Task details:
Report back each line of the data that contains the word "rule".

Dataset extract:
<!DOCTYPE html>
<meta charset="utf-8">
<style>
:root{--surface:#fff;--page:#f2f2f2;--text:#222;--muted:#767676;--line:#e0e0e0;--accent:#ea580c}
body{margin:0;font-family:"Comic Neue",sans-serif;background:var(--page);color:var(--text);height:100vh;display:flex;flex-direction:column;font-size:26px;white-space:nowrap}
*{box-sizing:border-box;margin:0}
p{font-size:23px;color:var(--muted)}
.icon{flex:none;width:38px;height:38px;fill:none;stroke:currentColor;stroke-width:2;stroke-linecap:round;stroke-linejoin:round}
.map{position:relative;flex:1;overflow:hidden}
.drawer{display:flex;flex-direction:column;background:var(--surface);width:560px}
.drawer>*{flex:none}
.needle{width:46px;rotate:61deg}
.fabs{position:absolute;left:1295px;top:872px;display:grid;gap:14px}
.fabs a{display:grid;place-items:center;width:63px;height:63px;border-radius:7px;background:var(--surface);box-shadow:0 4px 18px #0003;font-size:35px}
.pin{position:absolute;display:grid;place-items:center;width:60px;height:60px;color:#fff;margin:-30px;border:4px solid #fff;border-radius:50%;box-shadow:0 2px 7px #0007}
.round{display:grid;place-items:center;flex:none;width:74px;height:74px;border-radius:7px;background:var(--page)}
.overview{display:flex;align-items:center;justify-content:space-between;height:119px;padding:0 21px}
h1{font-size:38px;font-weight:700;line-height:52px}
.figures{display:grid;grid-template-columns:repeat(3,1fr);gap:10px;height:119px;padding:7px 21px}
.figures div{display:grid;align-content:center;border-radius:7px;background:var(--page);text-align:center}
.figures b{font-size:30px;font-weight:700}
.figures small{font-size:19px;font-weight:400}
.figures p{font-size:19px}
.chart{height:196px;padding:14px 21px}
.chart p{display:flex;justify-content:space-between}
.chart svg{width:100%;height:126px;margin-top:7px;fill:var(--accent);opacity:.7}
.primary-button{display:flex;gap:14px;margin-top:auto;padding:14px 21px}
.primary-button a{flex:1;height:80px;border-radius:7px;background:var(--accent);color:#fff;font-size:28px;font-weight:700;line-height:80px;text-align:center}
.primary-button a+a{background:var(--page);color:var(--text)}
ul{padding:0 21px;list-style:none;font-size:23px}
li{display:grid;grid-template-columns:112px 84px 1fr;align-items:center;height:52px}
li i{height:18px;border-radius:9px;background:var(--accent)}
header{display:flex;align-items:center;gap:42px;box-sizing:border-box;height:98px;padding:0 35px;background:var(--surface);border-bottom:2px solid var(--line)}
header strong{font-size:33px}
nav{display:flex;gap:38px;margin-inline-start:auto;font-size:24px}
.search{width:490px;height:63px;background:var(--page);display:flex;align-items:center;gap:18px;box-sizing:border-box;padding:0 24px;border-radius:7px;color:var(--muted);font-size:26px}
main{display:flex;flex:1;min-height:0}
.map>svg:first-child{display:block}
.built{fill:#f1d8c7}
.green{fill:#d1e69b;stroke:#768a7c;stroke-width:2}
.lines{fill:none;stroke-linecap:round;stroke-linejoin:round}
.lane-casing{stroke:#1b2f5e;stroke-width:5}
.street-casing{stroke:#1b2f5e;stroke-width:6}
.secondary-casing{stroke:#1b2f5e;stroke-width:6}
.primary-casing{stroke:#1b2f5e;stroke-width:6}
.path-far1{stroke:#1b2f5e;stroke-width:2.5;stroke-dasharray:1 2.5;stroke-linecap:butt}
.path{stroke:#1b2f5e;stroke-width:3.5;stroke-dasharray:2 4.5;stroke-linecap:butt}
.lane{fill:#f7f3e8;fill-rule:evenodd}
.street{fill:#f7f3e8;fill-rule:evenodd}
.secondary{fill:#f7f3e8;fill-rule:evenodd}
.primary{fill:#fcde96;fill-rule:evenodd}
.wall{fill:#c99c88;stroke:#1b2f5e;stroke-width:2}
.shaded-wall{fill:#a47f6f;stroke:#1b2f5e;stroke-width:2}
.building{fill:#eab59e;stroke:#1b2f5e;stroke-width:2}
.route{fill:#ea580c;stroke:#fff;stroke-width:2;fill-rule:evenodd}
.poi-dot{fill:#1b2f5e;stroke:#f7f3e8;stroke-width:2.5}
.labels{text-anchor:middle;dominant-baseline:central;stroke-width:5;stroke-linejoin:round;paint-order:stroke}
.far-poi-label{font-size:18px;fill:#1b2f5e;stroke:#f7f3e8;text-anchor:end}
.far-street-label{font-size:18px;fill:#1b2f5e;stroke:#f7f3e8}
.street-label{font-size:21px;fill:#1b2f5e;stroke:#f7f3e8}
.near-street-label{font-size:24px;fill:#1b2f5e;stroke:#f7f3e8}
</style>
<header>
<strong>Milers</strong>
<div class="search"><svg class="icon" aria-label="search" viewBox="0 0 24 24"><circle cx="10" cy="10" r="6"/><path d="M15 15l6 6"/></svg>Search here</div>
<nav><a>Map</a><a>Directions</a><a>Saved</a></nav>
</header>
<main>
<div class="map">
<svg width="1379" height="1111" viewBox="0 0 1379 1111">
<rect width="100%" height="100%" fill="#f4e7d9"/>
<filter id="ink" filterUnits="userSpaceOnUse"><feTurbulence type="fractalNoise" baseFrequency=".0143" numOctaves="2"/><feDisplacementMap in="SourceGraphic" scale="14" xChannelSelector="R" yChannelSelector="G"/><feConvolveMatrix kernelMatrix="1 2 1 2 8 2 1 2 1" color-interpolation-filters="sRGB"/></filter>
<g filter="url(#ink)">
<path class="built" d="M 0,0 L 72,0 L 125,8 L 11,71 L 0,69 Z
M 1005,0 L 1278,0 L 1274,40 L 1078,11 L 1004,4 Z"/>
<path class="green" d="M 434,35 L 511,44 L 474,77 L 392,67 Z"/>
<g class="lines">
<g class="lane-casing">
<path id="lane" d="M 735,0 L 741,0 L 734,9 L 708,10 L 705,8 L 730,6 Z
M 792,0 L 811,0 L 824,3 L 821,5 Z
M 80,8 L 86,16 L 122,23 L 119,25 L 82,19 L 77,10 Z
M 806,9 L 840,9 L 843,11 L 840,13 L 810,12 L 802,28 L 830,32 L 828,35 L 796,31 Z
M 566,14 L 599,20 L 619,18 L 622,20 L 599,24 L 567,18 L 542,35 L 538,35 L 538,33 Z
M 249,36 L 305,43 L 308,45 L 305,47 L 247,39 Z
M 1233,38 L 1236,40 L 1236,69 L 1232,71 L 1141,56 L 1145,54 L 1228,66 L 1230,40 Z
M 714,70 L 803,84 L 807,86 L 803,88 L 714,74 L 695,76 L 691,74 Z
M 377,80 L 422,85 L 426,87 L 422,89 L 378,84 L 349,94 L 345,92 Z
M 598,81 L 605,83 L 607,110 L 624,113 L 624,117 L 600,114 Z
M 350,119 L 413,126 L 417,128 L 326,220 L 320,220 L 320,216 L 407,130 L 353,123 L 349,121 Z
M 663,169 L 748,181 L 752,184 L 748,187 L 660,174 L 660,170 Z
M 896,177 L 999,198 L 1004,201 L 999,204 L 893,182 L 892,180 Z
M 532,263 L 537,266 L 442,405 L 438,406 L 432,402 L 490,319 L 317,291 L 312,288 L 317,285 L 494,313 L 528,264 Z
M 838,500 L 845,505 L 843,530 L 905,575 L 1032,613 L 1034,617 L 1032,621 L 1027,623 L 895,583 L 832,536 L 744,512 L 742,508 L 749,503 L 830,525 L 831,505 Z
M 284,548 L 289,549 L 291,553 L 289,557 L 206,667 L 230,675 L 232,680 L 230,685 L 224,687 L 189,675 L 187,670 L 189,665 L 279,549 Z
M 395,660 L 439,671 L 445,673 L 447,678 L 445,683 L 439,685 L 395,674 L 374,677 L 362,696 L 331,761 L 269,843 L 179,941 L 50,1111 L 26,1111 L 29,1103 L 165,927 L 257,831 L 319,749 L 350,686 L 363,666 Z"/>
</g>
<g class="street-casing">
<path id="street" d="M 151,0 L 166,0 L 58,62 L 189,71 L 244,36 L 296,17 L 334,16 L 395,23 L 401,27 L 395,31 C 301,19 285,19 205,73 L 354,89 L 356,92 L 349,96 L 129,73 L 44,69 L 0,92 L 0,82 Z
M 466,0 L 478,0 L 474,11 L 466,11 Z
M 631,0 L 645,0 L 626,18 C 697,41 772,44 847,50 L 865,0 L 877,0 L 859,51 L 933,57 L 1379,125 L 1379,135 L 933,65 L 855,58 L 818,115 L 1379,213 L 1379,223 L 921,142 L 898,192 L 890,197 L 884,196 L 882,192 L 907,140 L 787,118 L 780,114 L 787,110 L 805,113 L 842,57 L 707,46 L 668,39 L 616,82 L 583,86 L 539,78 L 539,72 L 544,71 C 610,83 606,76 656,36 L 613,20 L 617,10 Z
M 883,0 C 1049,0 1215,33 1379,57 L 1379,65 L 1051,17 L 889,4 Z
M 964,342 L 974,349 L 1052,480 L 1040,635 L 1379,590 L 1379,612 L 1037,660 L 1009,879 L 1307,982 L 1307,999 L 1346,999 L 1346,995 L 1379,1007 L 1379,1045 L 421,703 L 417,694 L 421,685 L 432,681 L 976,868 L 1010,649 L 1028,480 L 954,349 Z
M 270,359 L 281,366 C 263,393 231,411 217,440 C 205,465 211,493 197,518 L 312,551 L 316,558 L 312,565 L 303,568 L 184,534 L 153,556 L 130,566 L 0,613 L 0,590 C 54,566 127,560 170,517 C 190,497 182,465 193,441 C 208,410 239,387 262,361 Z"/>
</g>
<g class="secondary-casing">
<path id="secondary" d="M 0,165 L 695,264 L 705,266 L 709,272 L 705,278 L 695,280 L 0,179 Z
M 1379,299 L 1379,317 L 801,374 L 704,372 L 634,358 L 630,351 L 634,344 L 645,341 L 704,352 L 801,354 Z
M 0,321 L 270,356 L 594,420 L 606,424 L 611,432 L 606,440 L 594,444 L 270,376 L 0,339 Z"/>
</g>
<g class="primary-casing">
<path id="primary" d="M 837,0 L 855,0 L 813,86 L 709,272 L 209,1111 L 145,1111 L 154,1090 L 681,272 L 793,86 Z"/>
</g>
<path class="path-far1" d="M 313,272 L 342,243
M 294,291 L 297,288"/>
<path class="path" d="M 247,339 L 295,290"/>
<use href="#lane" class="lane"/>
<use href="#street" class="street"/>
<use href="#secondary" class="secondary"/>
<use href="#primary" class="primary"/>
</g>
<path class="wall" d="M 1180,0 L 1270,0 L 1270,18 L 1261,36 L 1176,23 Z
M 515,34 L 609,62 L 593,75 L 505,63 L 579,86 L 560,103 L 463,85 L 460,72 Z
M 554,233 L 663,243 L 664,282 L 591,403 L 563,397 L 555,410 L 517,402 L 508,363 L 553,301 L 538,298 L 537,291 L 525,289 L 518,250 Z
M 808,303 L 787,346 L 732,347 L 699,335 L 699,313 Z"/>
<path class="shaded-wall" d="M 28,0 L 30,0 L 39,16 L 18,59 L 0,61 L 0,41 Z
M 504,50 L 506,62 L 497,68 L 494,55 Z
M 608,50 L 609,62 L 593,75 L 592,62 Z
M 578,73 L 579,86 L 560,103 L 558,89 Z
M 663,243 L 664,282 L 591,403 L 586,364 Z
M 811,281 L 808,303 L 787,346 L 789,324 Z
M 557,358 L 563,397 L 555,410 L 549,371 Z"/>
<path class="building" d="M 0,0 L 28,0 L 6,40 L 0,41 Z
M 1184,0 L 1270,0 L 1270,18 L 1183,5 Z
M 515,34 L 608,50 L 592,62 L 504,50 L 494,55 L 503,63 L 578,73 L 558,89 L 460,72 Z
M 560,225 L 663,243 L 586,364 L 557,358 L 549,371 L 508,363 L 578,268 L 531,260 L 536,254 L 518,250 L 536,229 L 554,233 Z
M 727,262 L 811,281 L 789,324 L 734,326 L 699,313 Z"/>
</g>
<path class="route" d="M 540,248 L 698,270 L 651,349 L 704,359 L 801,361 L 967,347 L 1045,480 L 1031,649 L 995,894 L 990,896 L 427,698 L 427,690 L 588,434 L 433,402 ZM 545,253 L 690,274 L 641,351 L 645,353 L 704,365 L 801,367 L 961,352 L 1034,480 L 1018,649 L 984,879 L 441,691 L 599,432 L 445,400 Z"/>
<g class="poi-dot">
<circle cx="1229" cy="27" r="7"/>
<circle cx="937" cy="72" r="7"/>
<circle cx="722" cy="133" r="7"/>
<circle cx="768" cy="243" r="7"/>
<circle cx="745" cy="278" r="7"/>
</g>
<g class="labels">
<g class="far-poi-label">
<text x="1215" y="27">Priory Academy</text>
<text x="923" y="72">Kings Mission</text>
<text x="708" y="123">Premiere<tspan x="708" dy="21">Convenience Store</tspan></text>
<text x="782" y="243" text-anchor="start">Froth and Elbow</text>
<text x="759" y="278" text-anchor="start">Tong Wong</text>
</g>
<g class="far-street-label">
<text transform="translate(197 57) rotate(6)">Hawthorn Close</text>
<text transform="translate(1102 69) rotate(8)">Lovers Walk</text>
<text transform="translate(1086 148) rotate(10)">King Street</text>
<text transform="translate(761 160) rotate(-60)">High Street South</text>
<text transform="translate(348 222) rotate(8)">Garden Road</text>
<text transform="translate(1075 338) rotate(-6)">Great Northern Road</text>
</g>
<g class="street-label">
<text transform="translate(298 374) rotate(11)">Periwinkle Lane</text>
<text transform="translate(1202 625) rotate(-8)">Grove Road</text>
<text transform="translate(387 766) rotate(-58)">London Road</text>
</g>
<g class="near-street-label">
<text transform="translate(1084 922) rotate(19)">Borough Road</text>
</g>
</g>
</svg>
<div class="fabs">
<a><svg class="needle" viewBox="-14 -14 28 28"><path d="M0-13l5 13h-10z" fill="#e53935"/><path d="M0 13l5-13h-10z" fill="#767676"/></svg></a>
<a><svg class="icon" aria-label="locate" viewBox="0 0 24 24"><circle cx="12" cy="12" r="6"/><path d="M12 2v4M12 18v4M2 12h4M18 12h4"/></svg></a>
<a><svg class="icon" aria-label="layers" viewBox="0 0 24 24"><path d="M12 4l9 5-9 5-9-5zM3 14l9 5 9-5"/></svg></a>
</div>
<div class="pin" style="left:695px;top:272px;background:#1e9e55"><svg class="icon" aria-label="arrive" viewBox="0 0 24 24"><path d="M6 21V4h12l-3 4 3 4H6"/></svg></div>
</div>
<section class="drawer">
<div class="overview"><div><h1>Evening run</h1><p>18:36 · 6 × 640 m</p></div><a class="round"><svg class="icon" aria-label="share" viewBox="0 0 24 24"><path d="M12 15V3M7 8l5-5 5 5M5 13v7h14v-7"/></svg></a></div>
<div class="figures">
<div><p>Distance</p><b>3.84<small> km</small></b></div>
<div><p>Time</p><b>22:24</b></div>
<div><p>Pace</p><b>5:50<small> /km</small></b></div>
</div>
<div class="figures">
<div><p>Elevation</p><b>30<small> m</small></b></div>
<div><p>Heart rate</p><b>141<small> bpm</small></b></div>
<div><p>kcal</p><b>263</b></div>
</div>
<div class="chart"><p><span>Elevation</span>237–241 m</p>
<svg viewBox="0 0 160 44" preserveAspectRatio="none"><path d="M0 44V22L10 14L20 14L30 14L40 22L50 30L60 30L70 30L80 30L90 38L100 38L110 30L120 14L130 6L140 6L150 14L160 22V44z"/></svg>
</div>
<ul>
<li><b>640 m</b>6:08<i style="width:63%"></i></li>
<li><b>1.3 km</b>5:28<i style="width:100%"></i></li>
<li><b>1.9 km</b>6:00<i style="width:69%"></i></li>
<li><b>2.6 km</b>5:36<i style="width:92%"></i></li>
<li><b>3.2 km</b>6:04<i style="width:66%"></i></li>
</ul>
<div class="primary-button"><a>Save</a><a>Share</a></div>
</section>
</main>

Solution to this problem:
.lane{fill:#f7f3e8;fill-rule:evenodd}
.street{fill:#f7f3e8;fill-rule:evenodd}
.secondary{fill:#f7f3e8;fill-rule:evenodd}
.primary{fill:#fcde96;fill-rule:evenodd}
.route{fill:#ea580c;stroke:#fff;stroke-width:2;fill-rule:evenodd}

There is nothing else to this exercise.